GEORGIA INSTITUTE of Technology is developing an inexpensive millimetre-wave (MMW) radar antenna suitable for use in aircraft all-weather landing systems and missile seekers.
A prototype built by the Atlanta-based institute is believed to be the first "Rotman lens" to operate at MMW frequencies - as high as 37GHz.
Most MMW antennas use mechanical scanning, which Georgia Tech says give rise to response and reliability problems, while alternative electronic scanning techniques, using phase shifters, are costly and introduce losses. The Rotman-lens antenna has no moving parts, no phase shifters and can be made from plastic, the institute says. Throughput loss and sidelobe emissions are "very low", it adds.
A Rotman lens focuses and directs the radar beam by passing the energy through a pair of parallel plates, which are shaped like a lens. Beam-forming or focal ports are located on one side and array ports on the opposite side, each connected to an antenna element. Energy fed into a specific focal port emerges from the antenna elements to form a beam along a particular direction. Switching the input between focal ports steers the beam electronically across a 45í arc.

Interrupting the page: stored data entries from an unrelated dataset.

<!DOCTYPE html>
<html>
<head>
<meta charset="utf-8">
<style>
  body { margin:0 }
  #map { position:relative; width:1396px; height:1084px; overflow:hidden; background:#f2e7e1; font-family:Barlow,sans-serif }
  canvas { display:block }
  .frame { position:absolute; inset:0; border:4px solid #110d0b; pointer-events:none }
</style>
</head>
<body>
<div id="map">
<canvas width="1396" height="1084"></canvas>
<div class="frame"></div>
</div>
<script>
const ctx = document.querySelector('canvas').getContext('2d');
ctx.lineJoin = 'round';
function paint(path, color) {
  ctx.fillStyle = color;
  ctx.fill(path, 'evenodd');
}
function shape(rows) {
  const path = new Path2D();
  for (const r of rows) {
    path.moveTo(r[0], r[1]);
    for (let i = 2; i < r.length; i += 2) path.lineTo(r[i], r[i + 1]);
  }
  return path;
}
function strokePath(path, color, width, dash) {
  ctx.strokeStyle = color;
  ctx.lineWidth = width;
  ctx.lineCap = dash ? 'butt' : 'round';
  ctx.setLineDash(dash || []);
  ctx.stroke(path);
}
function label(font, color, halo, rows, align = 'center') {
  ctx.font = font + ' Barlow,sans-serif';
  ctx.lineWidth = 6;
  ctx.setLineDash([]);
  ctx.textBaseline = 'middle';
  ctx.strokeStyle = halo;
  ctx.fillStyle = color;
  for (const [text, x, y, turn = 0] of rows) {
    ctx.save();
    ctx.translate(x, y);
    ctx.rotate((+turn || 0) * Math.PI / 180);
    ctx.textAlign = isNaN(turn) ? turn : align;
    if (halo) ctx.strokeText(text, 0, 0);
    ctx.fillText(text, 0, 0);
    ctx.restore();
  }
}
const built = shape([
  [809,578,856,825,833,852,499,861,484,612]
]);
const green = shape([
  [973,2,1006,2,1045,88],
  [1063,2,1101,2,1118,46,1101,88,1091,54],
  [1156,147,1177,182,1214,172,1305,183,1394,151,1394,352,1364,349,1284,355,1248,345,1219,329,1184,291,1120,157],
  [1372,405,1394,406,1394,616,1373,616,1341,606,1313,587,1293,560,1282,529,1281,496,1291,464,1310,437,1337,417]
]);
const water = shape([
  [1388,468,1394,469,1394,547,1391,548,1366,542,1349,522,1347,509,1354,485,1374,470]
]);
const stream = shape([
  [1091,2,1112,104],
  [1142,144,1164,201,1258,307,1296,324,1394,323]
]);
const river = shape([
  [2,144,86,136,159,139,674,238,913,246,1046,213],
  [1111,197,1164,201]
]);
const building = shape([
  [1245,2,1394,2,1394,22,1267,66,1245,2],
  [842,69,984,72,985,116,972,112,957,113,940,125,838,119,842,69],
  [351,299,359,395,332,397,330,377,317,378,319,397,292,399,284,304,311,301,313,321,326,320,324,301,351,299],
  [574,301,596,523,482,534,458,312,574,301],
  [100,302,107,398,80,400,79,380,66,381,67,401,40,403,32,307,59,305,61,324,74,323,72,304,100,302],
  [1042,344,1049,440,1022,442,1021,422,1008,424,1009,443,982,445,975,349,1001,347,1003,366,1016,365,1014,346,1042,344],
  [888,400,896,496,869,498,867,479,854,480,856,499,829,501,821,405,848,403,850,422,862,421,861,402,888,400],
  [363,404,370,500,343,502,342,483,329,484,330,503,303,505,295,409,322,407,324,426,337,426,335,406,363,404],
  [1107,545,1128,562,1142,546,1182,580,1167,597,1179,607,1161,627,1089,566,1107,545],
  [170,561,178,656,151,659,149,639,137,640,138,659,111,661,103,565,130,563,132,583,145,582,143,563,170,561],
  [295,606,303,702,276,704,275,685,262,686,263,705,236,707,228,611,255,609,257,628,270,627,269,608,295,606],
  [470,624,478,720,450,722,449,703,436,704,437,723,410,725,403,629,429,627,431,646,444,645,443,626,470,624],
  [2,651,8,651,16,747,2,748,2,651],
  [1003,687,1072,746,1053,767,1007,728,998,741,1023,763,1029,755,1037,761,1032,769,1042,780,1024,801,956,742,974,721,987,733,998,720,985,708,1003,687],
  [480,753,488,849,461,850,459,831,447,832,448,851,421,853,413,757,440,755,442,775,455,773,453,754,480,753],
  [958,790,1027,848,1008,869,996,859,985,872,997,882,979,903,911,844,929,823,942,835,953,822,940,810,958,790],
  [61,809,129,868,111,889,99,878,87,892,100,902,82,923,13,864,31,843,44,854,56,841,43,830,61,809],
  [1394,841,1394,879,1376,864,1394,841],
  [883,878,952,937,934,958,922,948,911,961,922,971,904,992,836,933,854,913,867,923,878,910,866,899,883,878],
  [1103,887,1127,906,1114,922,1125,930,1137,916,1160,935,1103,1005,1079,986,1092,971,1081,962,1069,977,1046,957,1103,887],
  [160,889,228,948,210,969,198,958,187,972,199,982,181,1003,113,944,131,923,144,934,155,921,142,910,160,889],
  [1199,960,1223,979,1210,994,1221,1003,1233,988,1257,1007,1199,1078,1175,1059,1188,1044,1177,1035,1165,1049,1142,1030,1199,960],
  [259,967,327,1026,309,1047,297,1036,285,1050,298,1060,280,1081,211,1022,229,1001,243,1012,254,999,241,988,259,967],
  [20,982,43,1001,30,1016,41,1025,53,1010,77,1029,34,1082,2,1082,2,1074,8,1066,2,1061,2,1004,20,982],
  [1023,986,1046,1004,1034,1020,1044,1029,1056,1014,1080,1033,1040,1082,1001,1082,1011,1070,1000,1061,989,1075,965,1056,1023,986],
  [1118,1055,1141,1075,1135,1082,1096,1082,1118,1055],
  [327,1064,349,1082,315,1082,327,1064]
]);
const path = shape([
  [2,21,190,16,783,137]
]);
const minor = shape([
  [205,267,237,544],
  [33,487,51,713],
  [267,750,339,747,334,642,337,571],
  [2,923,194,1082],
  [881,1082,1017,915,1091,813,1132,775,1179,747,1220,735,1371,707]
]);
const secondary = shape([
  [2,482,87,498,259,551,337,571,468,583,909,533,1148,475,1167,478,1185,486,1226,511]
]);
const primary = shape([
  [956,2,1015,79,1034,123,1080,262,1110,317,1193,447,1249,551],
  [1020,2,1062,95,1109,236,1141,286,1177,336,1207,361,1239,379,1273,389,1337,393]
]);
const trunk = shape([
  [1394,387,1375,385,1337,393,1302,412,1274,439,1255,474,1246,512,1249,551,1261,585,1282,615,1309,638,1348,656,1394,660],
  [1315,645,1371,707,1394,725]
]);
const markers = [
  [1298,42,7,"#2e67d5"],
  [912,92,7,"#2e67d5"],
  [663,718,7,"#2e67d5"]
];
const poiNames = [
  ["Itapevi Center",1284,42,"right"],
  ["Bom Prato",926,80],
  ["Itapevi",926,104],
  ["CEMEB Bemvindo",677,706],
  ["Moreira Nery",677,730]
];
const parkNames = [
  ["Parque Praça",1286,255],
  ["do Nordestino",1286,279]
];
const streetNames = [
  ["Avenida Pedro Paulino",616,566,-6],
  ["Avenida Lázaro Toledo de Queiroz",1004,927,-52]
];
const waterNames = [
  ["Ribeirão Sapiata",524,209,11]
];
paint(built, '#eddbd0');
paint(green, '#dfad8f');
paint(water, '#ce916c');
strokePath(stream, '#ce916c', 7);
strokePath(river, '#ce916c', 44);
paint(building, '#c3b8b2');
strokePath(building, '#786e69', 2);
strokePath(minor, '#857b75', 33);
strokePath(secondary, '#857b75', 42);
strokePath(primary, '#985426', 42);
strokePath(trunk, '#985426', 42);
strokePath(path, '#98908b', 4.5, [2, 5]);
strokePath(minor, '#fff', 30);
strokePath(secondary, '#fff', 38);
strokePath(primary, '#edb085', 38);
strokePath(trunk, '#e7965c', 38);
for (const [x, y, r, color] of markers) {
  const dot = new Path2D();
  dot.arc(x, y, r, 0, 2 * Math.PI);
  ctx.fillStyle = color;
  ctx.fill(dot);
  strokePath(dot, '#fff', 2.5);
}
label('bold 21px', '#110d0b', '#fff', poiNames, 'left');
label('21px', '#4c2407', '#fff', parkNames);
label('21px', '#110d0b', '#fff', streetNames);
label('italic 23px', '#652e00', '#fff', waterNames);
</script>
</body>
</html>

Rotman-lens "microstrip" antennas have been produced which operate at frequencies up to 18GHz, but are unsuitable for the MMW waveband because of high losses. Georgia Tech's prototype antenna was milled from an aluminium block using electric-discharge techniques accurate to 0.0127mm. Production antennas could be hot-pressed in plastic and coated with a conductor, such as gold, the institute says.